[Material provided — start]

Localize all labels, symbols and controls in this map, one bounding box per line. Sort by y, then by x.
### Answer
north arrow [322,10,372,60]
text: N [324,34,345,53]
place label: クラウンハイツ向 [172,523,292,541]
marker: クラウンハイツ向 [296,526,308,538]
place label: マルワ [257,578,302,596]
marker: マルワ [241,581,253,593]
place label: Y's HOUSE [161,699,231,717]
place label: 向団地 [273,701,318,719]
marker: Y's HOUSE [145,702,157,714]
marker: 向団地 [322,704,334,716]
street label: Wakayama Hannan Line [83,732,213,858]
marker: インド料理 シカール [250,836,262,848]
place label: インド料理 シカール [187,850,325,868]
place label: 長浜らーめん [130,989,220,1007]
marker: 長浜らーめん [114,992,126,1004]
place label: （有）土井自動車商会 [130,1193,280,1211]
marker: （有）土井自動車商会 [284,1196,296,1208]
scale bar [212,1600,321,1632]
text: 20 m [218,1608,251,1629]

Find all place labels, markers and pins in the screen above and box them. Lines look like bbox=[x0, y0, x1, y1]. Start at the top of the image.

[Material provided — finish]
[Material provided — start]

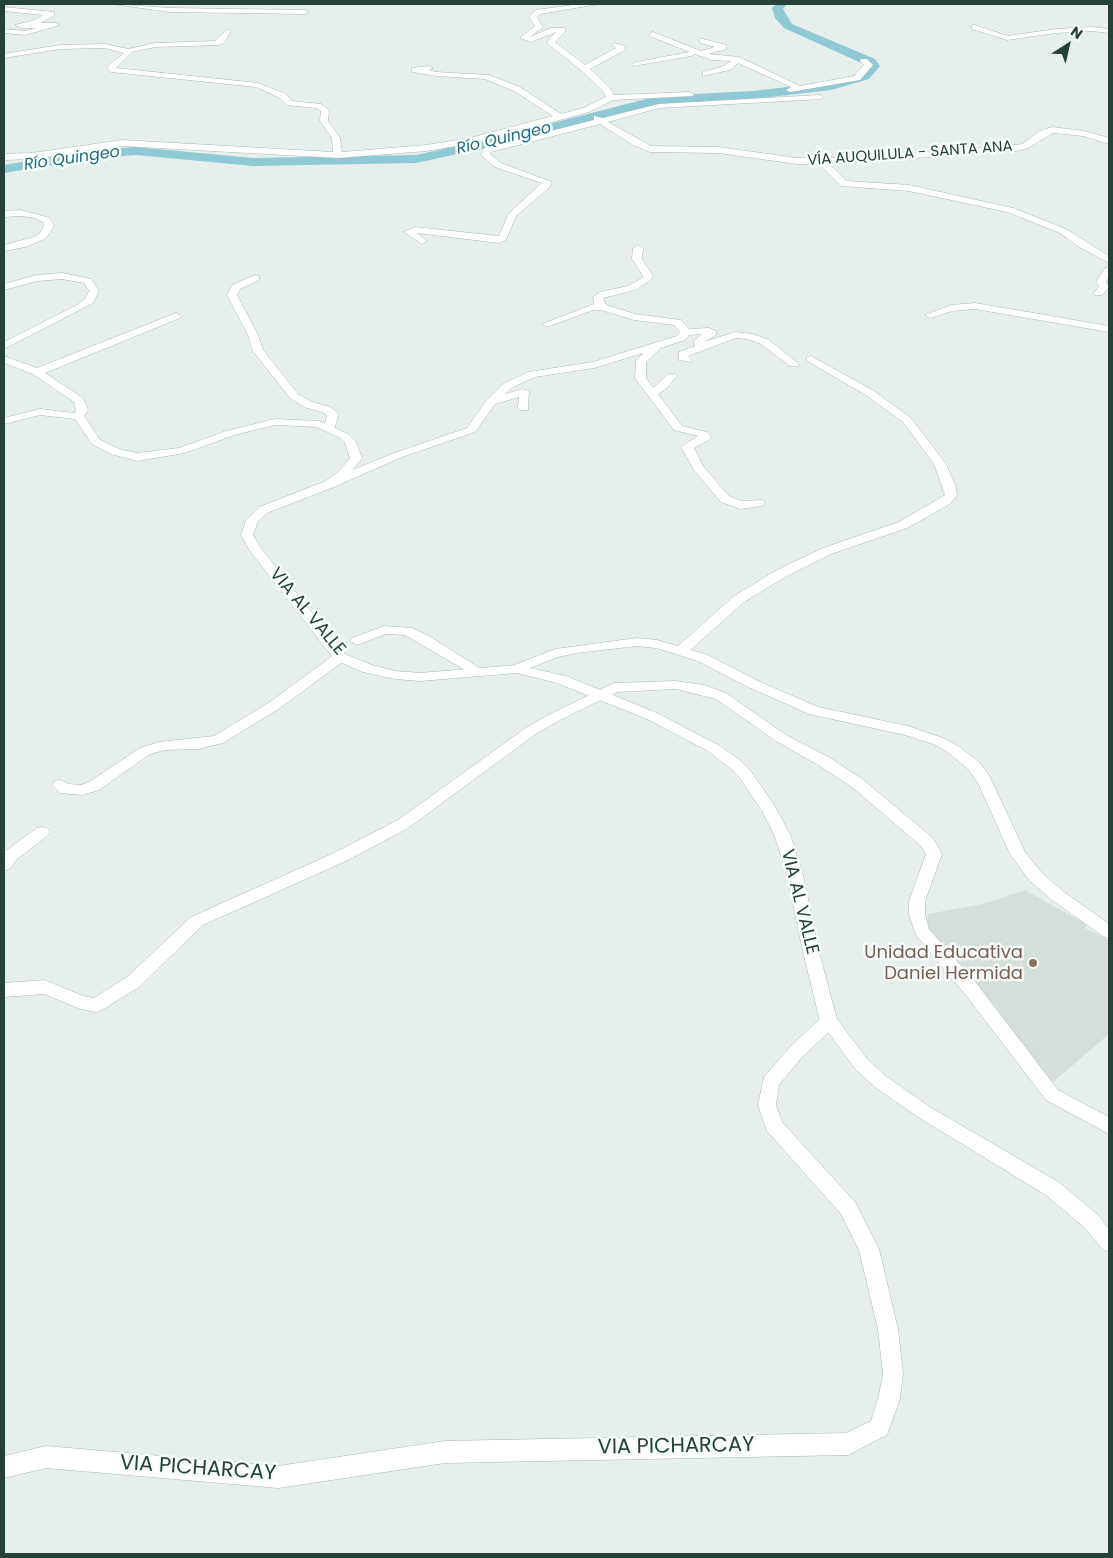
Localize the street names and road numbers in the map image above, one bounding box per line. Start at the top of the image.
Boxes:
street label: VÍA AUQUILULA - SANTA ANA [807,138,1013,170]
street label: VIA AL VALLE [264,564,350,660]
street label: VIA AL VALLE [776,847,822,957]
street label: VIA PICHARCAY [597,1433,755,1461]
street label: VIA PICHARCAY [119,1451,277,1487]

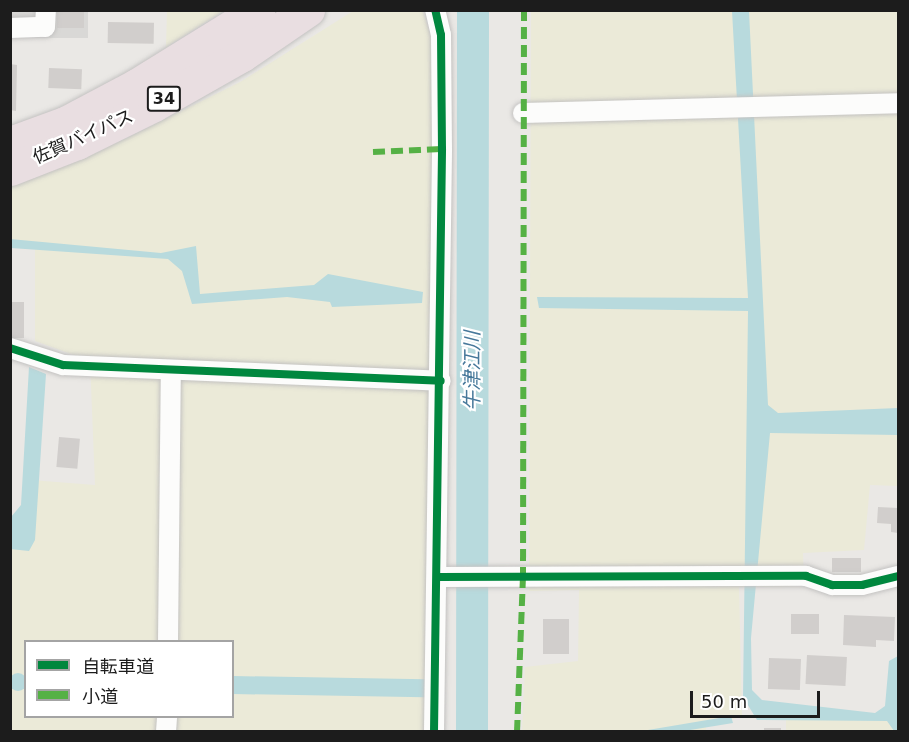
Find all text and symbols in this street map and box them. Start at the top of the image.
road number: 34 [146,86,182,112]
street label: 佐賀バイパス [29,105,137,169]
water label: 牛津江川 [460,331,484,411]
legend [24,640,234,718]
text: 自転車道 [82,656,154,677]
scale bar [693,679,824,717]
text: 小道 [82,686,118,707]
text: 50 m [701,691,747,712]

[Material provided — finish]
[Material provided — start]

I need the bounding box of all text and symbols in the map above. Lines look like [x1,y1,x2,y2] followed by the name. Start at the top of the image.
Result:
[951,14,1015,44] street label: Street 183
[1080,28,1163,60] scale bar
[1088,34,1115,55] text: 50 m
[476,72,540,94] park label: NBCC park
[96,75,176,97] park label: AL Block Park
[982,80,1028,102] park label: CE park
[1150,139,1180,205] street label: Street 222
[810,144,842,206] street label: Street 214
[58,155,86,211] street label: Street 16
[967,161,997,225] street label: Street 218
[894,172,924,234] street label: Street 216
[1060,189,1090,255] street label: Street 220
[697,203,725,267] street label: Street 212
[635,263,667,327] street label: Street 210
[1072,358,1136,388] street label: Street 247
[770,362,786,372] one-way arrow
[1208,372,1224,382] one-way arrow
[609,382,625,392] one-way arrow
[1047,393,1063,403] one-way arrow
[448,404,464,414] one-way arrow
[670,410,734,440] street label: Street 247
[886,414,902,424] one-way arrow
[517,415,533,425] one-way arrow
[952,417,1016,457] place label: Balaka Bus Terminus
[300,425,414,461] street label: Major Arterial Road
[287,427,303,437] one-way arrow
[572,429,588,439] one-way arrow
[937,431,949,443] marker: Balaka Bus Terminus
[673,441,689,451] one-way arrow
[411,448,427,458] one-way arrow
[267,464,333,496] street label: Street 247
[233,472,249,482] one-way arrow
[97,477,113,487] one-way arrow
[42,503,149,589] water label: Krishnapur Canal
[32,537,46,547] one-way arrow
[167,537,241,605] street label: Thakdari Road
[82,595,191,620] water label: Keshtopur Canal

[Material provided — finish]

Work instructions: Copy out, from the data above, every line holding the word "Lines".

Response:
Find all place labels, markers and pins in the screen above and box them. Lines look like bbox=[x0, y0, x1, y1]. Start at the top of the image.
I need the bounding box of all text and symbols in the map above. Lines look like [x1,y1,x2,y2] followed by the name. Start at the top of the image.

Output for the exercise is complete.